### Problem statement
Reproduce every entry that follows word for word, but omit the images.

### Supplied information
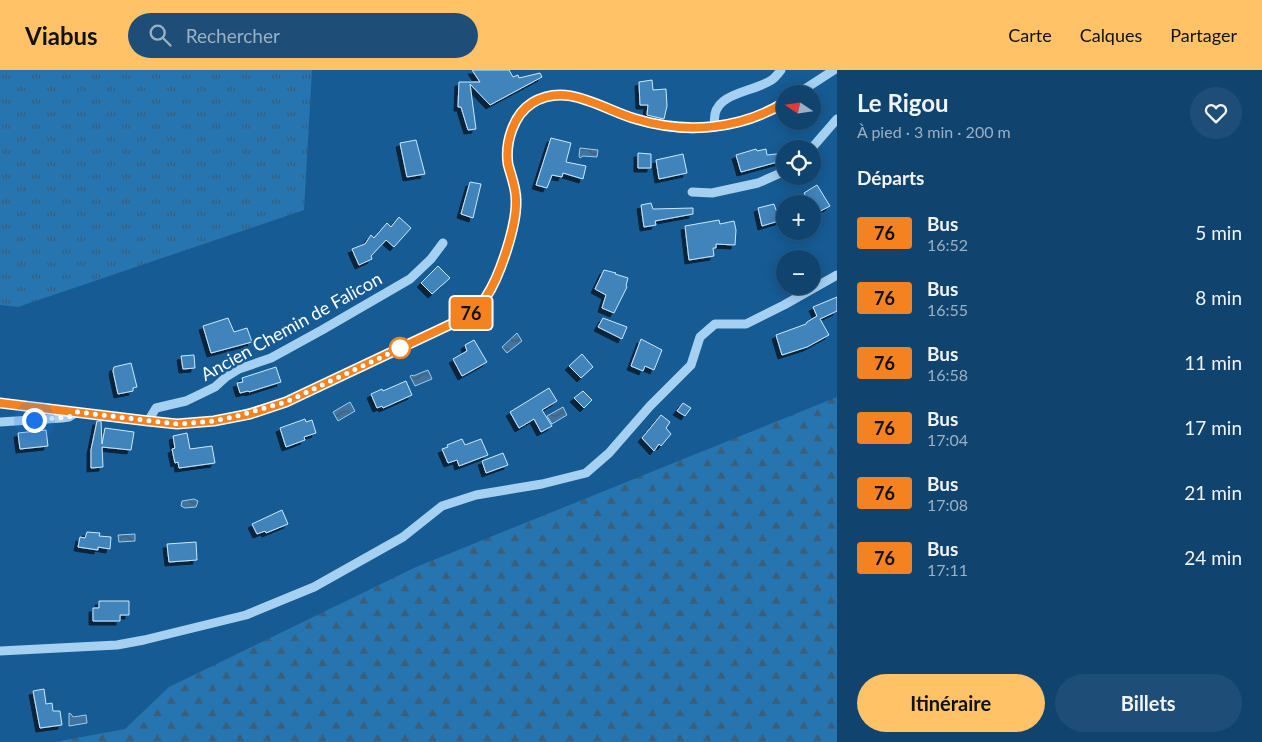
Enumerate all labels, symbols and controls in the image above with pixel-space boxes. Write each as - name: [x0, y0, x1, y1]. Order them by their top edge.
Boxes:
- search box: [128, 13, 478, 58]
- text: Viabus: [25, 21, 98, 50]
- icon: search: [146, 21, 174, 49]
- text: Rechercher: [186, 24, 280, 47]
- text: Carte: [1008, 24, 1052, 46]
- text: Calques: [1080, 24, 1142, 46]
- text: Partager: [1170, 24, 1237, 46]
- north arrow: [776, 85, 821, 130]
- map controls: [776, 85, 821, 295]
- button: heart: [1190, 87, 1242, 139]
- text: Le Rigou: [857, 88, 949, 117]
- text: À pied · 3 min · 200 m: [857, 122, 1011, 141]
- button: locate: [776, 140, 821, 185]
- text: Départs: [857, 166, 924, 189]
- button: +: [776, 195, 821, 240]
- text: Bus: [927, 212, 958, 235]
- text: 5 min: [1195, 221, 1242, 244]
- text: 76: [874, 222, 895, 244]
- text: 16:52: [927, 235, 968, 254]
- button: −: [776, 250, 821, 295]
- street label: Ancien Chemin de Falicon: [196, 267, 386, 385]
- text: Bus: [927, 277, 958, 300]
- text: 8 min: [1195, 286, 1242, 309]
- text: 76: [874, 287, 895, 309]
- line badge: 76: [448, 297, 494, 329]
- text: 16:55: [927, 300, 968, 319]
- text: 76: [461, 302, 481, 324]
- unlabelled marker: [389, 337, 411, 359]
- text: Bus: [927, 342, 958, 365]
- text: 11 min: [1184, 351, 1242, 374]
- text: 76: [874, 352, 895, 374]
- text: 16:58: [927, 365, 968, 384]
- text: Bus: [927, 407, 958, 430]
- your location: [22, 408, 47, 433]
- text: 17 min: [1184, 416, 1242, 439]
- text: 76: [874, 417, 895, 439]
- text: 17:04: [927, 430, 968, 449]
- text: Bus: [927, 472, 958, 495]
- text: 21 min: [1184, 481, 1242, 504]
- text: 76: [874, 482, 895, 504]
- text: 17:08: [927, 495, 968, 514]
- text: Bus: [927, 537, 958, 560]
- text: 24 min: [1184, 546, 1242, 569]
- text: 76: [874, 547, 895, 569]
- text: 17:11: [927, 560, 968, 579]
- button: Itinéraire: [857, 674, 1045, 732]
- button: Billets: [1055, 674, 1242, 732]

### Answer for the task
Enumerate all labels, symbols and controls in the image above with pixel-space boxes. Write each as - name: [x0, y0, x1, y1]. Order them by their top edge.
Boxes:
- search box: [128, 13, 478, 58]
- text: Viabus: [25, 21, 98, 50]
- icon: search: [146, 21, 174, 49]
- text: Rechercher: [186, 24, 280, 47]
- text: Carte: [1008, 24, 1052, 46]
- text: Calques: [1080, 24, 1142, 46]
- text: Partager: [1170, 24, 1237, 46]
- north arrow: [776, 85, 821, 130]
- map controls: [776, 85, 821, 295]
- button: heart: [1190, 87, 1242, 139]
- text: Le Rigou: [857, 88, 949, 117]
- text: À pied · 3 min · 200 m: [857, 122, 1011, 141]
- button: locate: [776, 140, 821, 185]
- text: Départs: [857, 166, 924, 189]
- button: +: [776, 195, 821, 240]
- text: Bus: [927, 212, 958, 235]
- text: 5 min: [1195, 221, 1242, 244]
- text: 76: [874, 222, 895, 244]
- text: 16:52: [927, 235, 968, 254]
- button: −: [776, 250, 821, 295]
- street label: Ancien Chemin de Falicon: [196, 267, 386, 385]
- text: Bus: [927, 277, 958, 300]
- text: 8 min: [1195, 286, 1242, 309]
- text: 76: [874, 287, 895, 309]
- line badge: 76: [448, 297, 494, 329]
- text: 16:55: [927, 300, 968, 319]
- text: 76: [461, 302, 481, 324]
- unlabelled marker: [389, 337, 411, 359]
- text: Bus: [927, 342, 958, 365]
- text: 11 min: [1184, 351, 1242, 374]
- text: 76: [874, 352, 895, 374]
- text: 16:58: [927, 365, 968, 384]
- text: Bus: [927, 407, 958, 430]
- your location: [22, 408, 47, 433]
- text: 17 min: [1184, 416, 1242, 439]
- text: 76: [874, 417, 895, 439]
- text: 17:04: [927, 430, 968, 449]
- text: Bus: [927, 472, 958, 495]
- text: 21 min: [1184, 481, 1242, 504]
- text: 76: [874, 482, 895, 504]
- text: 17:08: [927, 495, 968, 514]
- text: Bus: [927, 537, 958, 560]
- text: 24 min: [1184, 546, 1242, 569]
- text: 76: [874, 547, 895, 569]
- text: 17:11: [927, 560, 968, 579]
- button: Itinéraire: [857, 674, 1045, 732]
- button: Billets: [1055, 674, 1242, 732]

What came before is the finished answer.